11 - Normalization 2 (2NF and 3NF)

Table of Contents

Reading Materials


Welcome to Week 10

Continuing where we left off last week, we continue to path through normalization and look in much more depth, the concept of attribute dependencies. Understanding the dependencies between attributes and the primary key is essential to great database design. This week, we will explore the area of both partial and transitive dependencies, how to find them and how to eliminate them resulting in a final 3NF database design.

After this week the student will be able to:

2NF - Partial Dependencies

Second normal form always starts with a database already in 1NF and then identifies partial dependencies.
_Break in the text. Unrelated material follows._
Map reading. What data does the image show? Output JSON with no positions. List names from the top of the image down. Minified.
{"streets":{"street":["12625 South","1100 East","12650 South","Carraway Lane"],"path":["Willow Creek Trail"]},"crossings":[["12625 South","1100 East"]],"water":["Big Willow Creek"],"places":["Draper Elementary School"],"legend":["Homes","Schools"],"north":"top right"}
Partial dependencies are relationships where the attribute in focus is not dependent on the entire primary key or is dependent on more than the primary key. To satisfy 2NF, each attribute in an entity must be wholly dependent on the entire primary key. For this particular form, we need to review every single non-pk attribute for partial dependencies.

The 2 Variations of Partial Dependencies

An attribute partially dependent on a composite primary key

Let's review our soccer league again to display an example of this. We will use the business rule where teams have more than one player and each player can play on more than one team.

UNF
TEAMS       [teamID, teamName, ShirtColour, (PlayerID, PlayerName, PlayerDOB, ShirtNumber)]

1NF
TEAMS       [teamID, teamName, ShirtColour]
TEAM_PLAYERS[FK teamID, PlayerID, PlayerName, PlayerDOB, ShirtNumber]
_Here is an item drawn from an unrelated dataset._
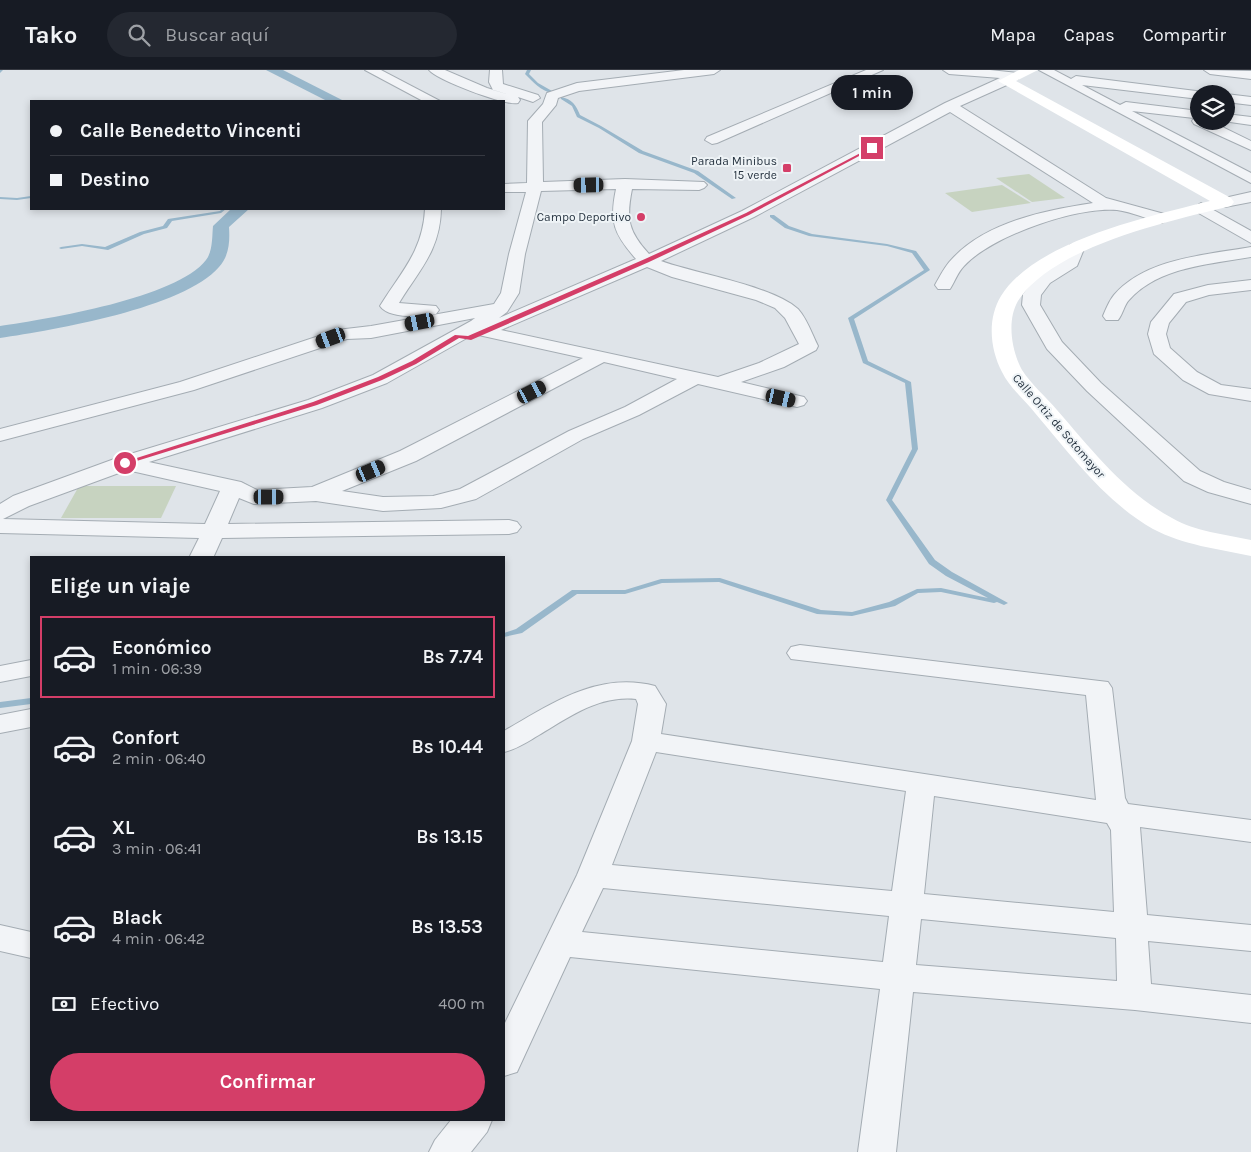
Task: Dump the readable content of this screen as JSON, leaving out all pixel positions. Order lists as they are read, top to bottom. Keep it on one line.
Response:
{"streets":{"street":["Calle Ortiz de Sotomayor"]},"places":{"transit":["Parada Minibus 15 verde"],"other":["Campo Deportivo"]},"page":{"header":"Tako","search":"Buscar aquí","nav":["Mapa","Capas","Compartir"],"bubble":"1 min","banner":["Calle Benedetto Vincenti","Destino"],"heading":"Elige un viaje","list":[{"name":"Económico","note":"1 min · 06:39","value":"Bs 7.74"},{"name":"Confort","note":"2 min · 06:40","value":"Bs 10.44"},{"name":"XL","note":"3 min · 06:41","value":"Bs 13.15"},{"name":"Black","note":"4 min · 06:42","value":"Bs 13.53"}],"pay":["Efectivo","400 m"],"buttons":"Confirmar"}}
IN the 1NF solution above we will investigate all non-PK attributes to detect partial dependencies

from above, we can see that PlayerName and PlayerDOB both have partial dependencies with the PK of the TEAM_PLAYERS entity and therefore can not be in that entity. Since they depend only on the playerID, we need a new entity that has a single field PK of playerID. Let us therefore create a PLAYER entity and place those fields in it.
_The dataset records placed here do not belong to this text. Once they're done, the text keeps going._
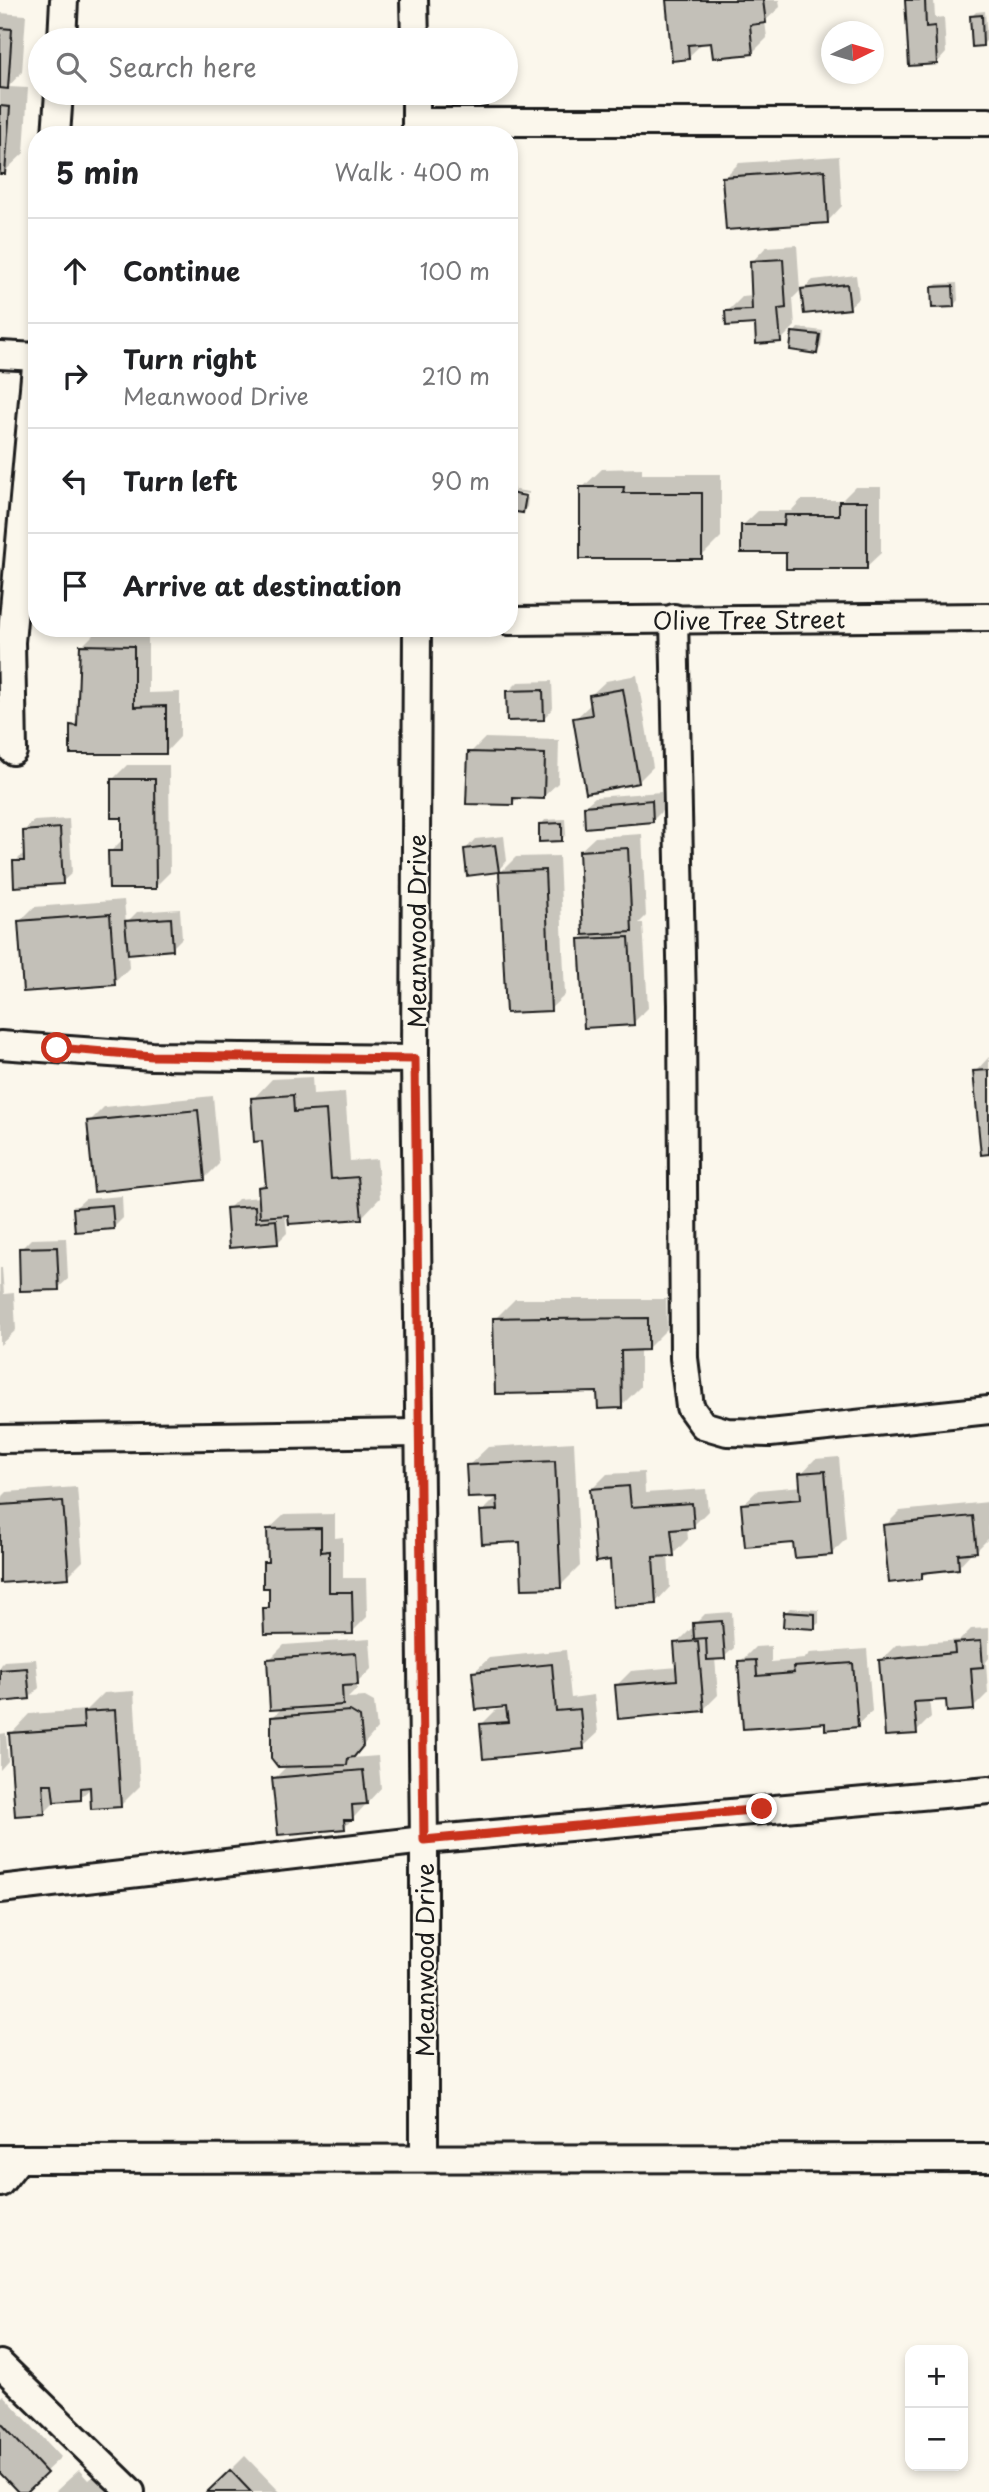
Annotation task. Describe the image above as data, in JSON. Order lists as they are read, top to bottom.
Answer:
{
  "streets": {
    "street": ["Olive Tree Street", "Meanwood Drive"]
  },
  "north": "right",
  "page": {
    "search": "Search here",
    "heading": ["5 min", "Walk · 400 m"],
    "list": [
      ["Continue", "100 m"],
      ["Turn right", "Meanwood Drive", "210 m"],
      ["Turn left", "90 m"],
      "Arrive at destination"
    ],
    "map_buttons": ["+", "−"]
  }
}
TEAMS       [teamID, teamName, ShirtColour]
TEAM_PLAYERS[FK teamID, FK PlayerID, ShirtNumber]
PLAYERS     [PlayerID, PlayerName, PlayerDOB]

In this case, the playerID is also left behind in the TEAM_PLAYERS entity in order to maintain the relationship, and will be a FK to the new entity, which now possess playerID as a PK.

Lastly, in order to satisfy 2NF, the solution must also be UNF and 1NF. Checking each attribute in all entities, we can see these are satisfied, and therefore this is a good final 2NF solution.

An attribute dependent on more than one field, but only a single field PK exists

In this example we will again review the soccer league database to demonstrate this.

TEAMS       [teamID, teamName, ShirtColour]
TEAM_PLAYERS[FK teamID, FK PlayerID]
PLAYERS     [PlayerID, PlayerName, PlayerDOB, ShirtNumber]

in the UNF solution above, we included shirtNumber in the repeating group parenthesis as it absolutely would go with the player. So it might seem natural to continue to keep the shirtNumber with player.

Now we can revisit the business rule associated with players and teams. If the player can only play on one team, then the shirt number would belong to the player and the team would not necessarily determine the number directly. But, in the case where a player may play on more than one team, then the player number can be different for each team and therefore the shirt number depends on both the player id and the team id. Because it is in the Players entity, which only contains the playerID, it has a partial dependency with the PK. Therefore it must move to an entity where both the teamID and the playerID are together a composite primary key (the TEAM_PLAYERS entity).

TEAMS       [teamID, teamName, ShirtColour]
TEAM_PLAYERS[FK teamID, FK PlayerID, ShirtNumber]
PLAYERS     [PlayerID, PlayerName, PlayerDOB]

The Use of Surrogate Keys and Normalization

Now is probably a good time to introduce the reason why we would not introduce surrogate keys, such as auto generated ID type fields, to replace composite keys yet. Some of you ave heard that composite keys are not usually left in database designs and they are often replaced with an autonumber ID field. Although this is very true and a good practice, it should not be done just yet.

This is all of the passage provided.